PROJECT SUMMARY/ABSTRACT – PROJECT 2 Acute respiratory viral infections (ARVI) are the most frequently occurring global illness producing significant morbidity and mortality, particularly in vulnerable populations. Adults with rheumatoid arthritis (RA) have an increased risk for infection and respiratory mucosal inflammation may contribute to autoimmune disease severity. The goal of this research project is to understand the molecular and cellular immune signatures of the RA response to ARVI to determine how this affects infection severity and autoimmune disease progression. The project includes a detailed systems immunology assessment of acute and long-term airway and adaptive systemic immune responses to naturally occurring ARVI. Project 2 will examine these responses in patients with early RA and established RA on immunosuppression and compare these responses to matched healthy controls.

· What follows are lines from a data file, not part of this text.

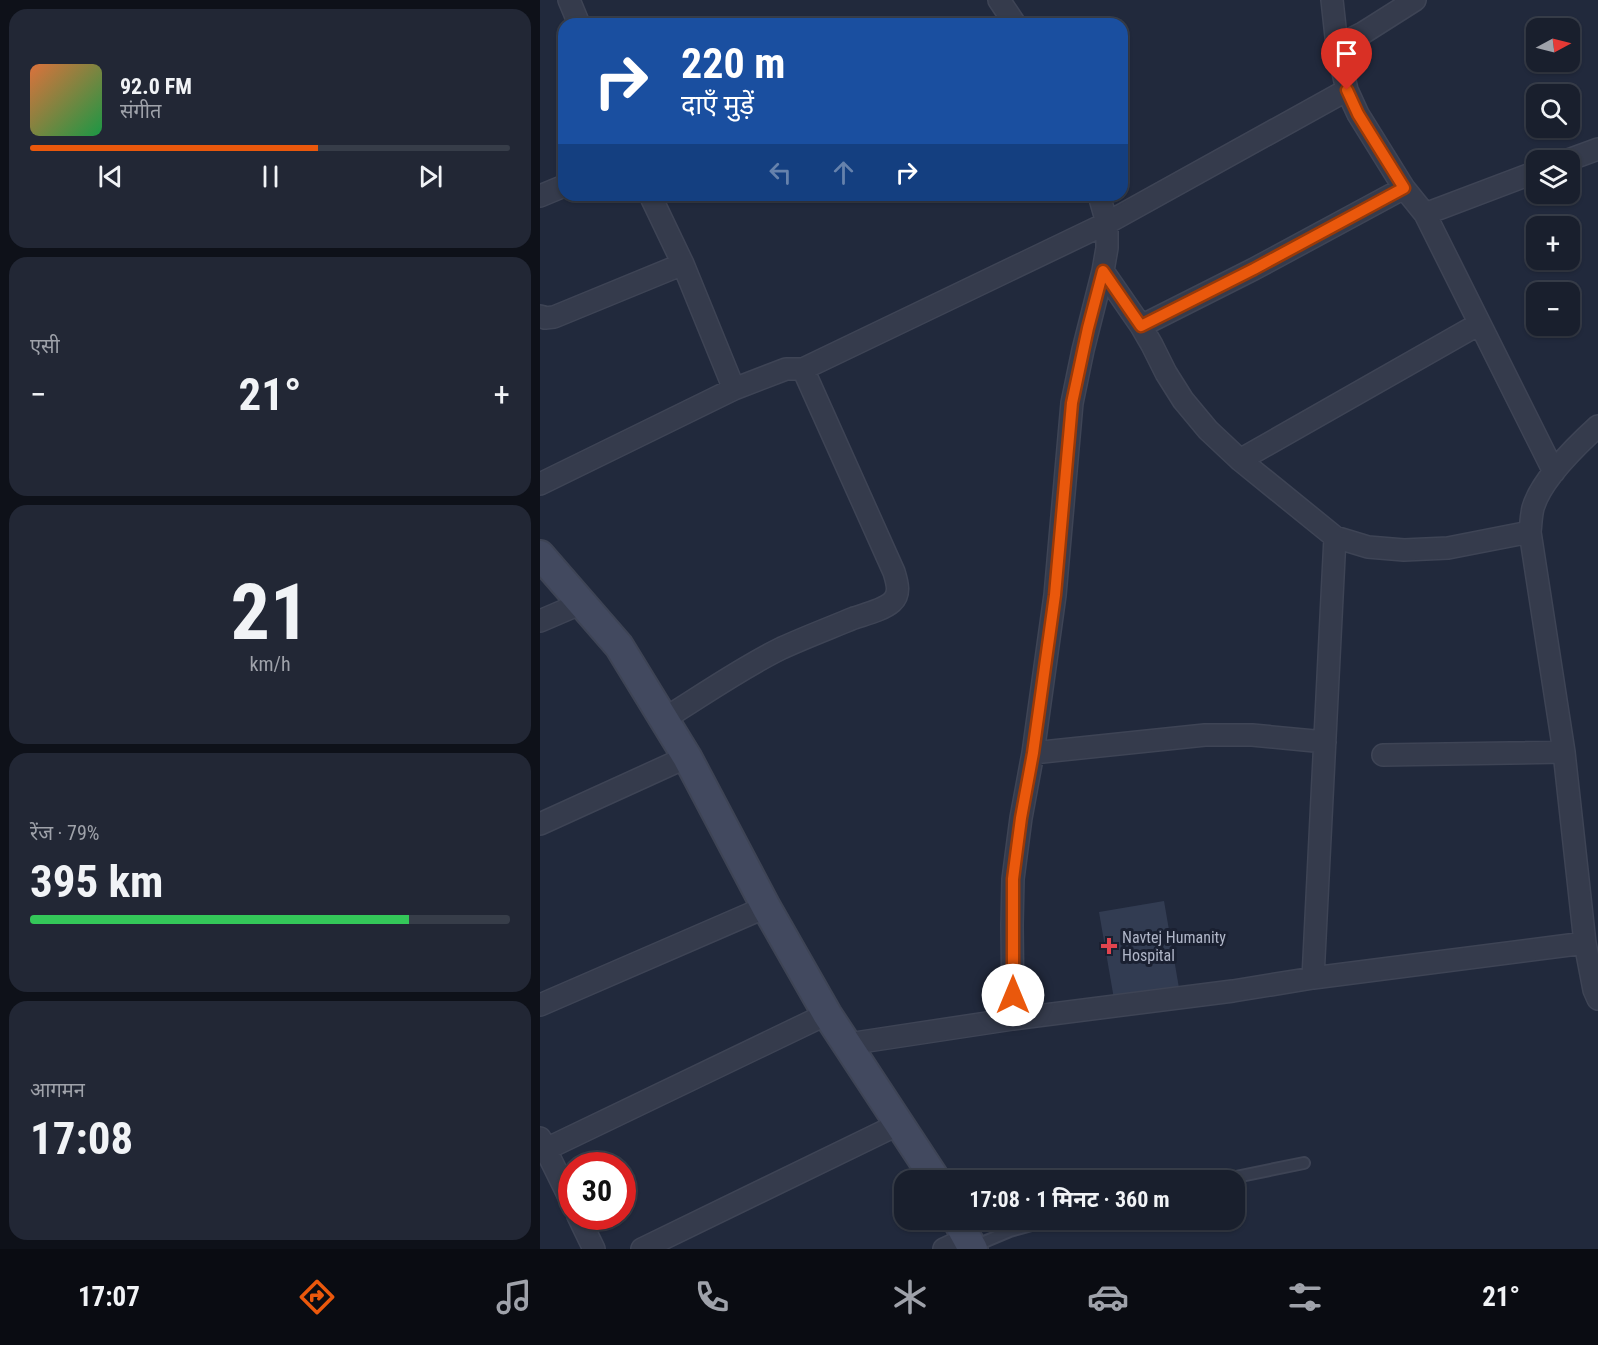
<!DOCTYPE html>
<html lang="hi">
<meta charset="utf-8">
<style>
body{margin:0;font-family:"Roboto Condensed","Noto Sans Devanagari",sans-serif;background:#222735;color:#f1f3f6;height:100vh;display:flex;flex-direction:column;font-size:22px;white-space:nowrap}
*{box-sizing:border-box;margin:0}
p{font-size:20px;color:#9fa2aa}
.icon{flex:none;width:33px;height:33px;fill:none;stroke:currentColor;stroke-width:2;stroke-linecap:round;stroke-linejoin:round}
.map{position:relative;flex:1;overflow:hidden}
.panel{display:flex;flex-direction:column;gap:9px;padding:9px;background:#0e1119;width:540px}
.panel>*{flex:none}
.top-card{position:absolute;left:18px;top:18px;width:570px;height:183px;border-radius:18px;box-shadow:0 2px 4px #0004,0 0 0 2px #373d49;background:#1a4fa0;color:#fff;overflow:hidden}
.needle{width:39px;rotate:83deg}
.fabs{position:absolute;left:986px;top:18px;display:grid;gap:12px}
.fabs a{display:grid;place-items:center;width:54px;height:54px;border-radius:12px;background:#191f2d;box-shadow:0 2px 4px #0004,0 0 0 2px #373d49;font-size:30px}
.speed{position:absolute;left:18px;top:1152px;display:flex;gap:12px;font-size:30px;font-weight:700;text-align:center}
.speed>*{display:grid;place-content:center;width:78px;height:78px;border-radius:50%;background:#191f2d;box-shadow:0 2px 4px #0004,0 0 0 2px #373d49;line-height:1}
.speed .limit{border:9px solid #d22;background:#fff;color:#111}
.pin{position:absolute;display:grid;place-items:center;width:51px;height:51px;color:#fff;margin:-62px -26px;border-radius:50% 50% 50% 0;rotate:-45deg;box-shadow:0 0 6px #0007}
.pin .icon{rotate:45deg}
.me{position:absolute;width:66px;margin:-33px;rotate:0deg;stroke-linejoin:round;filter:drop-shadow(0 0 4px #0008)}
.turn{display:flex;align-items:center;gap:21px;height:126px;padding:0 24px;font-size:27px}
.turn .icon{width:78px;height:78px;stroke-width:2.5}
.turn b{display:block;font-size:42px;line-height:51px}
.lanes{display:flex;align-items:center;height:57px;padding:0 24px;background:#0003;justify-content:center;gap:30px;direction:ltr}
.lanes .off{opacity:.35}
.big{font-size:45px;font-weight:700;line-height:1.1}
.panel .widget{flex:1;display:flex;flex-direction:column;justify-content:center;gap:9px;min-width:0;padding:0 21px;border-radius:18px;background:#222735}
.panel .dial{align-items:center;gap:0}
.dial b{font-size:78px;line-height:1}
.song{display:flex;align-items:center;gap:18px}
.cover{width:72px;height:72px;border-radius:9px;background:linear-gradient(135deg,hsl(20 70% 55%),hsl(140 70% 35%))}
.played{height:6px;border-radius:3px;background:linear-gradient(90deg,#ea580c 60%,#373d49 60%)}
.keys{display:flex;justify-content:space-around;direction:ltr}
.heat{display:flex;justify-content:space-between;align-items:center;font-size:33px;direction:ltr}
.charge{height:9px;border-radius:4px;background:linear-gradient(90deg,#34c759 79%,#373d49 0)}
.trip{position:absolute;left:354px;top:1170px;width:351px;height:60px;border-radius:18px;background:#191f2d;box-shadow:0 2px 4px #0004,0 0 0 2px #373d49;font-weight:700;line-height:60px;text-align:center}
.tabs{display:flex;height:96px;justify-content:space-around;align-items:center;background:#0a0c12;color:#9fa2aa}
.tabs .icon{width:42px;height:42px}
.tabs .on{color:#ea580c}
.tabs b{font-size:27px;color:#f1f3f6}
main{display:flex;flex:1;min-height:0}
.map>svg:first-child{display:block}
.building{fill:#323c52}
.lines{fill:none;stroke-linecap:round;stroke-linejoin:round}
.lane-casing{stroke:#3e4455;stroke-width:14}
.street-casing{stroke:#3e4455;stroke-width:24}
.secondary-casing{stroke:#3e4455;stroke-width:32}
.lane{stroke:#353b4c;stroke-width:10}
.street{stroke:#353b4c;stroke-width:21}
.secondary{stroke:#42495f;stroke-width:28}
.route-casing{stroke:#983908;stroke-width:15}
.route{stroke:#ea580c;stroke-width:10}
.health-dot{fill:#e0444e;stroke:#1a2031;stroke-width:2}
.labels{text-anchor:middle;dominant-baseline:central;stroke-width:6;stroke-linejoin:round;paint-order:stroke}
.poi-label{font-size:16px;fill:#b0b6c8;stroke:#1a2031;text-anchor:start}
</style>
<main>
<section class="panel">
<div class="widget">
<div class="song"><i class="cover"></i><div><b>92.0 FM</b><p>संगीत</p></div></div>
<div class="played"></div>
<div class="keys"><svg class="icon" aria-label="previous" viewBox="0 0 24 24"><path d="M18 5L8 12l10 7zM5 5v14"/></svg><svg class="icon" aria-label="pause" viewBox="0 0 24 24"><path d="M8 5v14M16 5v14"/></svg><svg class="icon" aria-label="next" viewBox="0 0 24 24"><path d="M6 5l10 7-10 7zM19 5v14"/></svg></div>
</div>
<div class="widget"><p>एसी</p>
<div class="heat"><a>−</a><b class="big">21°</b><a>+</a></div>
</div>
<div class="widget dial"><b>21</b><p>km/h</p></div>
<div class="widget"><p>रेंज · 79%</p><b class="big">395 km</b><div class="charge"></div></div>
<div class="widget"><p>आगमन</p><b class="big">17:08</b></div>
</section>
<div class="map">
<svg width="1058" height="1249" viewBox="0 0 1058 1249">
<rect width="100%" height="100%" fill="#21293c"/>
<path class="building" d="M 624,901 L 639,988 L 574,999 L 559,912 Z"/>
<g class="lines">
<g class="lane-casing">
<path id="lane" d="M 681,1180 L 764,1163
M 432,1247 L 470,1231 L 510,1220"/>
</g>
<g class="street-casing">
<path id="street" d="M 29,0 L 39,24
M 459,0 L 475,24
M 792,0 L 797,46 L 807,90 L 818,114 L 864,188 L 885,214 L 1014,472
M 797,46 L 823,33 L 875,0
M 1028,160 L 1058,149
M 110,195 L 143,264 L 194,389
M 0,196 L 24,186
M 885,214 L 996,172
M 563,271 L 601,326 L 612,345 L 626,373 L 643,400 L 668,430 L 700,460 L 795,537 L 828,547 L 864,550 L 908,548 L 990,532
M 0,316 L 5,318 L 14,317 L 143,264
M 601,326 L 714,269 L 864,188
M 1058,426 C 1036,446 1001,480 993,508 C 991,516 991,524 990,532 L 1024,752 L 1045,943 L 1054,990 L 1058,999
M 700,460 L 939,324
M 0,484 L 194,389 L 246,369 L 263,369 L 567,223 L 807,90
M 0,621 L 42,603
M 124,719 C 163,695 201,668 242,648 C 266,637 290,628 314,618 C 326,614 343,610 352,602 C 361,594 357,582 354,572 L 263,369
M 493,753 L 665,735 L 712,735 L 785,742
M 843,755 L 1024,752
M 0,824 L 147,757
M 773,978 L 795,537
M 0,1005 L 226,907
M 473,1019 L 472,925 L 473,879 L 481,818 L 493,753 L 515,595 L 532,403 L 543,350 L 563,271 L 567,248 L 567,223 L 559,195
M 308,1044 L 473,1019 L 693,991 L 773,978 L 1045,943
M 0,1138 L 32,1203
M 0,1152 L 287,1014
M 38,1216 L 54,1249
M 102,1249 L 359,1124
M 404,1249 L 428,1238"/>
</g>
<g class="secondary-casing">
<path id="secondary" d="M 0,555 L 79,646 L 147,757 L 226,907 L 287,1014 L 396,1180
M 417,1220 L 433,1249"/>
</g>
<use href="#lane" class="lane"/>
<use href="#street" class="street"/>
<use href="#secondary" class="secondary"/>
</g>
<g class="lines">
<g class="route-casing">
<path id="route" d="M 473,995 L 473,879 L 481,818 L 493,753 L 515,595 L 532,403 L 548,328 L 563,271 L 601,326 L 714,269 L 864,188 L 818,114 L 807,90"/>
</g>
<use href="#route" class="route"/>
</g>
<path class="health-dot" d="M566 937h6v6h6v6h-6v6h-6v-6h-6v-6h6z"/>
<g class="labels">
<g class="poi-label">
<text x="582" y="937">Navtej Humanity<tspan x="582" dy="18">Hospital</tspan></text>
</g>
</g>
</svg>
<div class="fabs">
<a><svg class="needle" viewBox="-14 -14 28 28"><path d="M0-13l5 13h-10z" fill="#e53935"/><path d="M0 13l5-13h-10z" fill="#9fa2aa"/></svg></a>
<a><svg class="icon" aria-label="search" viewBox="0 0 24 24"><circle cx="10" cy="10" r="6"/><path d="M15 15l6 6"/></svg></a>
<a><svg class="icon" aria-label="layers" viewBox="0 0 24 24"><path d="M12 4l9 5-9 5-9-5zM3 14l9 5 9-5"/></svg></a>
<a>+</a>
<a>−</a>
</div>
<div class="speed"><div class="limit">30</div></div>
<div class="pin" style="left:807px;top:90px;background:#d93025"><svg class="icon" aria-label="arrive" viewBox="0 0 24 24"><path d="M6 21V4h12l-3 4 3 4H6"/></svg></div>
<svg class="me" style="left:473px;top:995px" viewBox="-20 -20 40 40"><circle r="19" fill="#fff"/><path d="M0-13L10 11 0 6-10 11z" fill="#ea580c"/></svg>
<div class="trip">17:08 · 1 मिनट · 360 m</div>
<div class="top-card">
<div class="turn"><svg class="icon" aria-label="right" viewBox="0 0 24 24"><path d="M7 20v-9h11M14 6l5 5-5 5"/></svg><div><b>220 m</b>दाएँ मुड़ें</div></div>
<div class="lanes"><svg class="icon off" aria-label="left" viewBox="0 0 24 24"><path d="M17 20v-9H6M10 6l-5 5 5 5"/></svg><svg class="icon off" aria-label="ahead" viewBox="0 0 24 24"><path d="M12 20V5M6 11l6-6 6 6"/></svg><svg class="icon" aria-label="right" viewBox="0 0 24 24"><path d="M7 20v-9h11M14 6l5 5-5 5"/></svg></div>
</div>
</div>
</main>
<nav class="tabs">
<b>17:07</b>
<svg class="icon on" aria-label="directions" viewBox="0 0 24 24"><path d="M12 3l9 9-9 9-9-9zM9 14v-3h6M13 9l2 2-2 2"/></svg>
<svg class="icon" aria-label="music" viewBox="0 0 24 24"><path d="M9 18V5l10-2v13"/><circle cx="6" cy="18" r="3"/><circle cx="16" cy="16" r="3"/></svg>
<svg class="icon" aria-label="phone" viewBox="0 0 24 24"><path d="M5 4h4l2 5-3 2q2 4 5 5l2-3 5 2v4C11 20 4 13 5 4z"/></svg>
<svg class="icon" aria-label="climate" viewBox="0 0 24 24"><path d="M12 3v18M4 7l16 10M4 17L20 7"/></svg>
<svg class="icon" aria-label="car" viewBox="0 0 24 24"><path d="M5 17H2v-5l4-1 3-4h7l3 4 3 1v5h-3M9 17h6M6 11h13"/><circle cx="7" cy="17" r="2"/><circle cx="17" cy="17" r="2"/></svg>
<svg class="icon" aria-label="filters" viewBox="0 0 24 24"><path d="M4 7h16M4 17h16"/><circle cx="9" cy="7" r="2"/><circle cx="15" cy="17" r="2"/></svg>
<b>21°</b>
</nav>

This project is synergistic with the overall program by utilizing similar sample types, timing of sample collection, and common clinical endpoints but differs by studying a distinct host. The individual projects benefit from the overall program's shared multi-omics approaches through a Genomics Core for the samples processing and generation of airway host transcriptome, proteome, epithelial methylation, and viral quantity and expression data, along with host genetics. There is also a shared Adaptive Phenotyping Core for the generation of high dimensional cytometry data to broadly characterize immune cell phenotypes and for detailed identification of antigen-specific cells. The first aim is to determine differences in respiratory innate immune profiles in pre/early RA, established RA, and healthy controls in response to ARVI using a multi-omics approach. The second aim will determine if there are differences in adaptive cellular responses including a detailed characterization of viral-specific and autoantigen specific populations. The third aim will utilize TotalSeq (scRNA-seq, TCR/BCR sequencing and surface protein quantification), to determine the relationship between mucosal and systemic responses. This study will determine both how mucosal inflammation contributes to autoimmune pathogenesis and the host response to ARVI. It will produce novel mechanistic insights into the diversity and commonality of adult and RA immune response to acute respiratory viruses and use cutting-edge methods to provide mechanistic insights.

项目摘要/摘要 – 项目 2 急性呼吸道病毒感染 (ARVI) 是最常发生的全球疾病，可产生重大影响 发病率和死亡率，特别是在弱势群体中。患有类风湿性关节炎 (RA) 的成人有 感染和呼吸道粘膜炎症的风险增加可能导致自身免疫性疾病 严重程度。该研究项目的目标是了解细胞的分子和细胞免疫特征 RA 对 ARVI 的反应，以确定这如何影响感染的严重程度和自身免疫性疾病的进展。 该项目包括对急性和长期气道和适应性的详细系统免疫学评估 对自然发生的 ARVI 的全身免疫反应。项目 2 将检查患者的这些反应 早期 RA 和既定 RA 对免疫抑制的反应，并将这些反应与匹配的健康人进行比较 控制。该项目通过利用相似的样本类型、样本时间安排与整个计划具有协同作用 收集和常见的临床终点，但因研究不同的宿主而有所不同。个别项目受益 从整个程序的共享多组学方法到样本的基因组学核心 气道宿主转录组、蛋白质组、上皮甲基化和病毒数量的处理和生成 和表达数据以及宿主遗传学。还有一个共享的自适应表型核心 生成高维细胞计数数据，以广泛表征免疫细胞表型并详细了解 抗原特异性细胞的鉴定。第一个目标是确定呼吸道先天免疫的差异 使用多组学分析前/早期 RA、已确定的 RA 以及针对 ARVI 的健康对照的概况 方法。第二个目标将确定适应性细胞反应是否存在差异，包括 病毒特异性和自身抗原特异性群体的详细特征。第三个目标将利用 TotalSeq（scRNA-seq、TCR/BCR 测序和表面蛋白定量），确定关系 粘膜反应和全身反应之间。这项研究将确定粘膜炎症如何 有助于自身免疫发病机制和宿主对 ARVI 的反应。它将产生新颖的机制 深入了解成人和 RA 对急性呼吸道病毒的免疫反应的多样性和共性， 使用尖端方法提供机械见解。